● Assignment
Would you please write out each of the entries below exactly, omitting pictures?

[Saved data entries]
■ ■ ■
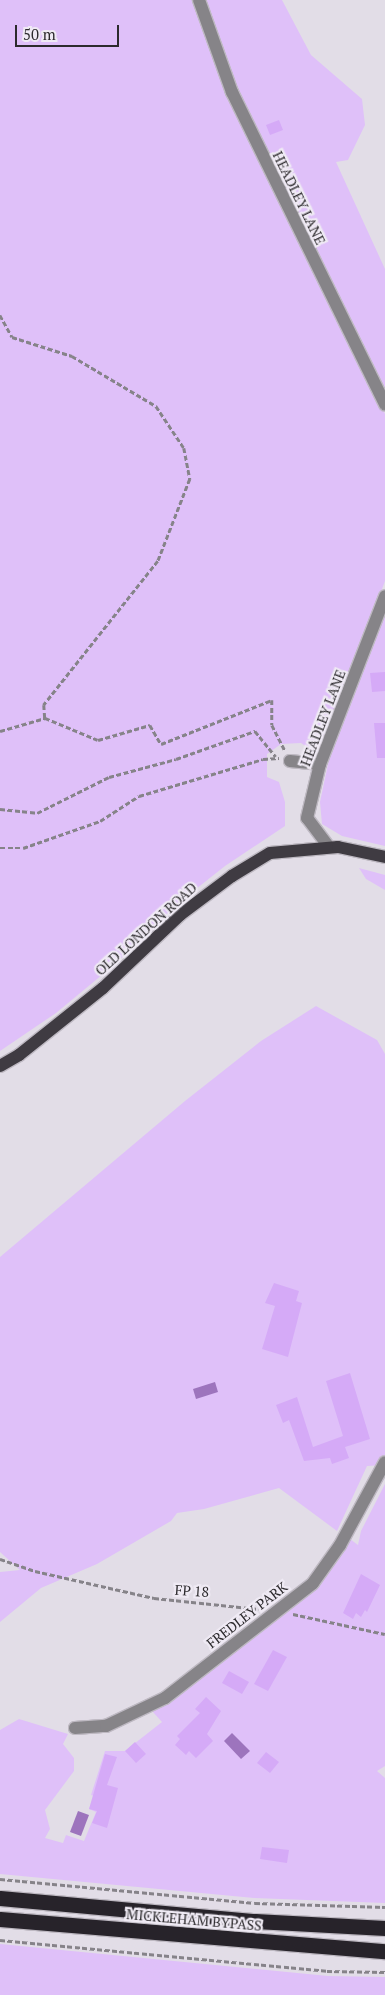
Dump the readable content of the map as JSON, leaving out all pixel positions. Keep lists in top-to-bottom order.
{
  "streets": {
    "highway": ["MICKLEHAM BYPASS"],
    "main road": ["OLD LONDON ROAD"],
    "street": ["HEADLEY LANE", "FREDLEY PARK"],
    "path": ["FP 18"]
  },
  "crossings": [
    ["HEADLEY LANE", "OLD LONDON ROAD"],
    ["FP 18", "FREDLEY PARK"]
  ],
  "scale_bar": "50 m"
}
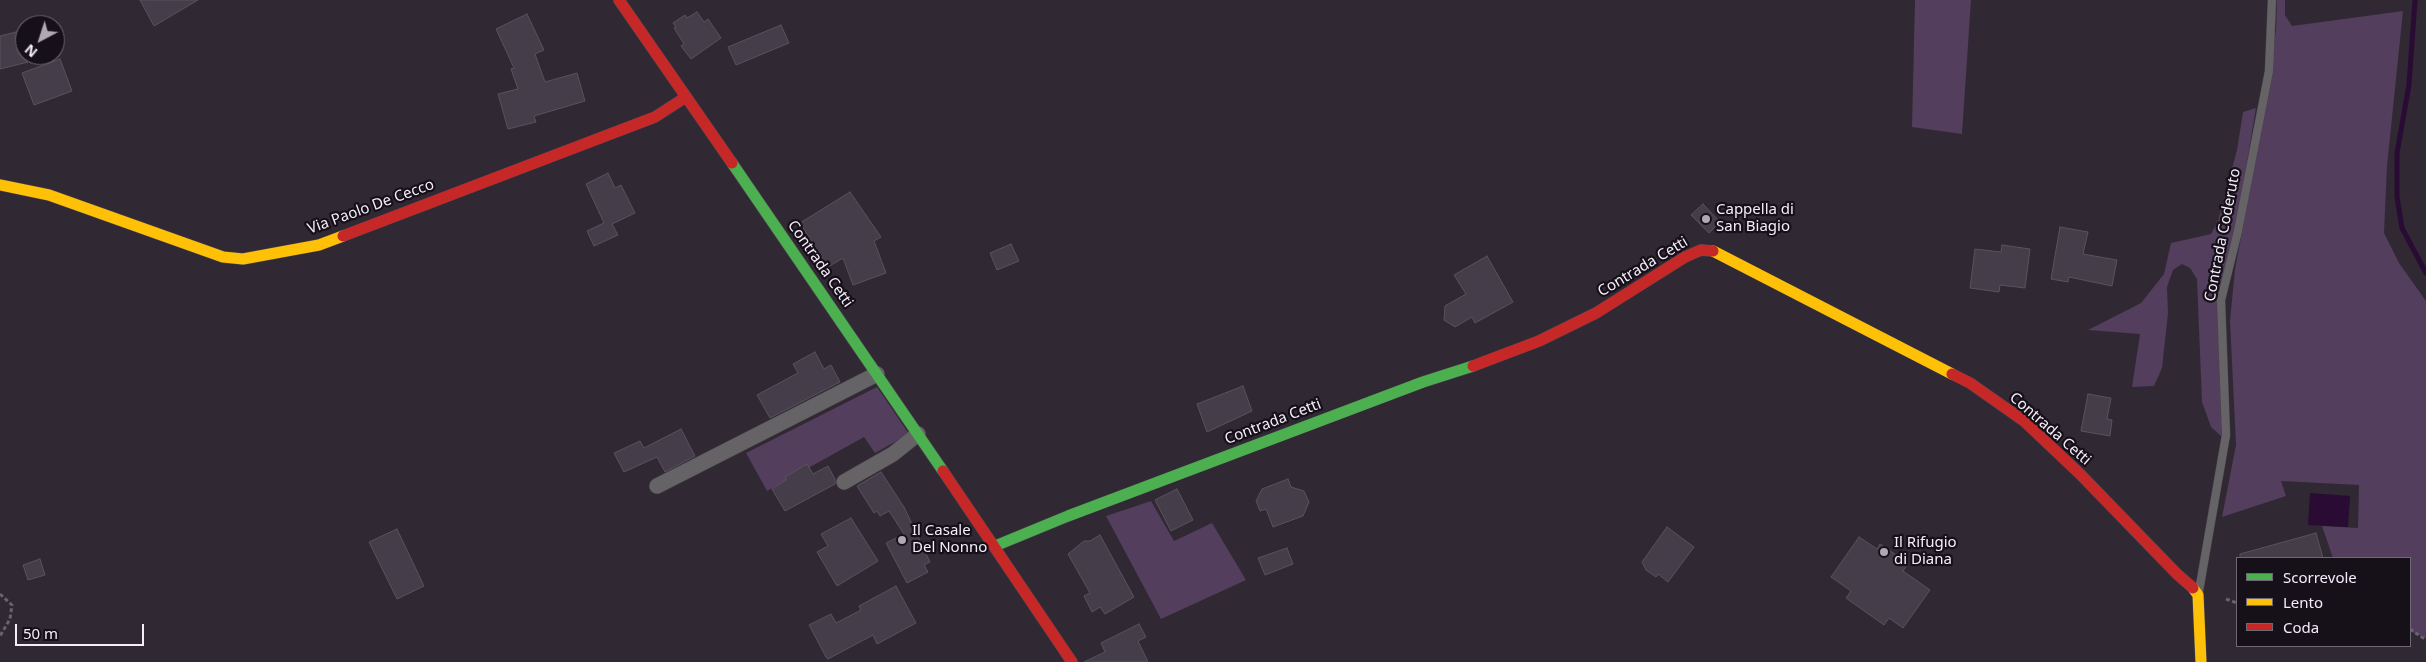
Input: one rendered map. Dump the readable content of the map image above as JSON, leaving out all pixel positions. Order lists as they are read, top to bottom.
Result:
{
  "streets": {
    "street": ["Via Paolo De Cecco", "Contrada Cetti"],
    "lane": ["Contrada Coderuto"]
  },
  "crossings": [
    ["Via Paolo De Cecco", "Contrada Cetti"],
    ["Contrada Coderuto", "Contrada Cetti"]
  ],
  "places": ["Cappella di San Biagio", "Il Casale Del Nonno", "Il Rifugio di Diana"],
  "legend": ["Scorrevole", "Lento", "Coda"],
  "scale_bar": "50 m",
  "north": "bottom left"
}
■ ■ ■
● Finished exercise
Dump the readable content of the map as JSON, leaving out all pixel positions. Keep lists in top-to-bottom order.
{
  "streets": {
    "highway": ["MICKLEHAM BYPASS"],
    "main road": ["OLD LONDON ROAD"],
    "street": ["HEADLEY LANE", "FREDLEY PARK"],
    "path": ["FP 18"]
  },
  "crossings": [
    ["HEADLEY LANE", "OLD LONDON ROAD"],
    ["FP 18", "FREDLEY PARK"]
  ],
  "scale_bar": "50 m"
}
Input: one rendered map. Dump the readable content of the map image above as JSON, leaving out all pixel positions. Order lists as they are read, top to bottom.
Result:
{
  "streets": {
    "street": ["Via Paolo De Cecco", "Contrada Cetti"],
    "lane": ["Contrada Coderuto"]
  },
  "crossings": [
    ["Via Paolo De Cecco", "Contrada Cetti"],
    ["Contrada Coderuto", "Contrada Cetti"]
  ],
  "places": ["Cappella di San Biagio", "Il Casale Del Nonno", "Il Rifugio di Diana"],
  "legend": ["Scorrevole", "Lento", "Coda"],
  "scale_bar": "50 m",
  "north": "bottom left"
}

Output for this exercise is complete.